* Prompt: Output all entries verbatim, dropping pictures.

* Exercise material:
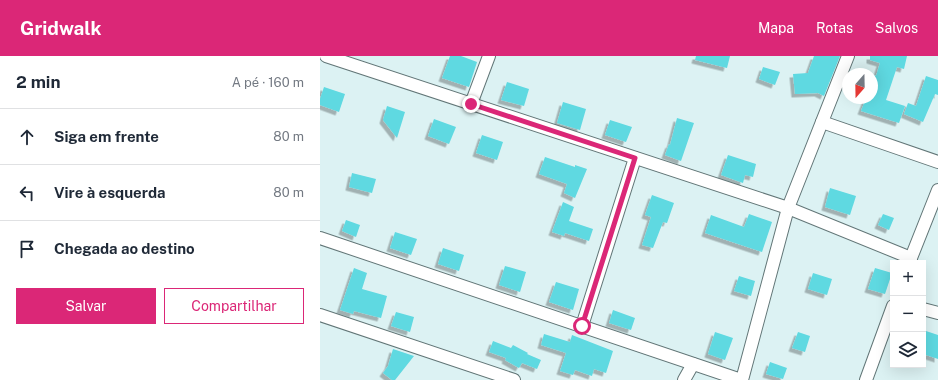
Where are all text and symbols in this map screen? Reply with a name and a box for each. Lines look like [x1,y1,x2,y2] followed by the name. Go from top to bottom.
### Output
[20,17,101,39] text: Gridwalk
[758,20,794,36] text: Mapa
[816,20,853,36] text: Rotas
[875,20,918,36] text: Salvos
[842,68,878,104] north arrow
[16,72,61,92] text: 2 min
[232,75,304,90] text: A pé · 160 m
[462,95,480,113] route end
[16,126,38,148] icon: ahead
[54,128,159,145] text: Siga em frente
[273,129,304,144] text: 80 m
[16,182,38,204] icon: left
[54,184,166,201] text: Vire à esquerda
[273,185,304,200] text: 80 m
[16,238,38,260] icon: arrive
[54,240,195,257] text: Chegada ao destino
[890,260,926,368] map controls
[890,260,926,296] button: +
[16,288,156,324] button: Salvar
[164,288,304,324] button: Compartilhar
[890,296,926,332] button: −
[573,317,591,335] route start
[890,332,926,368] button: layers

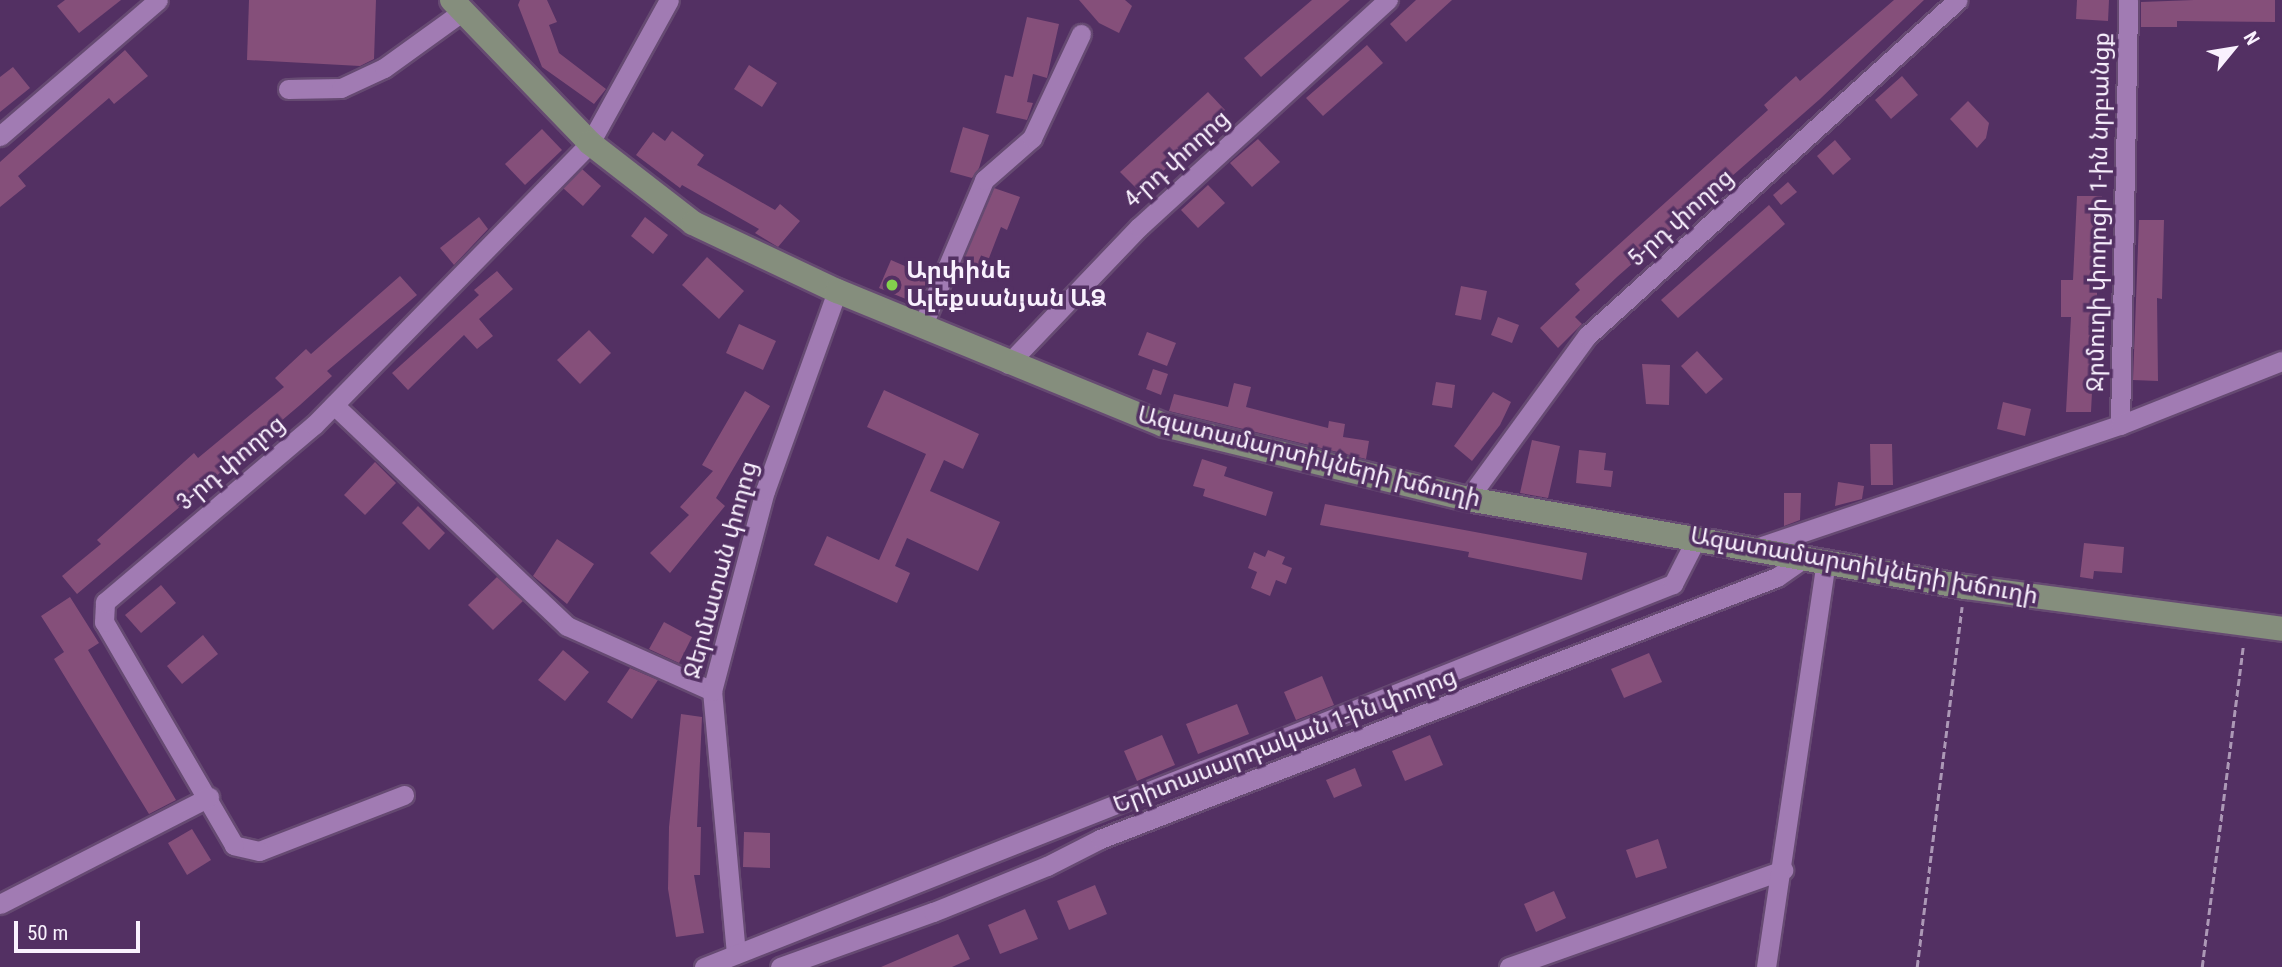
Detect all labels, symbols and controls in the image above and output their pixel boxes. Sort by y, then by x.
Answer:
north arrow [2198,14,2268,84]
text: N [2239,27,2264,49]
street label: Ջրմուղի փողոցի 1-ին նրբանցք [2081,32,2117,392]
street label: 4-րդ փողոց [1118,104,1236,214]
street label: 5-րդ փողոց [1622,163,1740,273]
place label: Արփինե Ալեքսանյան ԱՁ [906,257,1107,313]
marker: Արփինե Ալեքսանյան ԱՁ [884,277,900,293]
street label: Ազատամարտիկների խճուղի [1135,400,1483,514]
street label: 3-րդ փողոց [171,409,291,517]
street label: Ջերմատան փողոց [678,458,764,682]
street label: Ազատամարտիկների խճուղի [1688,521,2040,611]
street label: Երիտասարդական 1-ին փողոց [1109,662,1461,820]
scale bar [18,908,144,952]
text: 50 m [27,921,68,945]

* Response:
Where are all text and symbols in this map screen? Reply with a name and a box for each. Lines look like [x1,y1,x2,y2] followed by the name. Go from top to bottom.
### Output
[20,17,101,39] text: Gridwalk
[758,20,794,36] text: Mapa
[816,20,853,36] text: Rotas
[875,20,918,36] text: Salvos
[842,68,878,104] north arrow
[16,72,61,92] text: 2 min
[232,75,304,90] text: A pé · 160 m
[462,95,480,113] route end
[16,126,38,148] icon: ahead
[54,128,159,145] text: Siga em frente
[273,129,304,144] text: 80 m
[16,182,38,204] icon: left
[54,184,166,201] text: Vire à esquerda
[273,185,304,200] text: 80 m
[16,238,38,260] icon: arrive
[54,240,195,257] text: Chegada ao destino
[890,260,926,368] map controls
[890,260,926,296] button: +
[16,288,156,324] button: Salvar
[164,288,304,324] button: Compartilhar
[890,296,926,332] button: −
[573,317,591,335] route start
[890,332,926,368] button: layers

Detect all labels, symbols and controls in the image above and output their pixel boxes. Sort by y, then by x.
Answer:
north arrow [2198,14,2268,84]
text: N [2239,27,2264,49]
street label: Ջրմուղի փողոցի 1-ին նրբանցք [2081,32,2117,392]
street label: 4-րդ փողոց [1118,104,1236,214]
street label: 5-րդ փողոց [1622,163,1740,273]
place label: Արփինե Ալեքսանյան ԱՁ [906,257,1107,313]
marker: Արփինե Ալեքսանյան ԱՁ [884,277,900,293]
street label: Ազատամարտիկների խճուղի [1135,400,1483,514]
street label: 3-րդ փողոց [171,409,291,517]
street label: Ջերմատան փողոց [678,458,764,682]
street label: Ազատամարտիկների խճուղի [1688,521,2040,611]
street label: Երիտասարդական 1-ին փողոց [1109,662,1461,820]
scale bar [18,908,144,952]
text: 50 m [27,921,68,945]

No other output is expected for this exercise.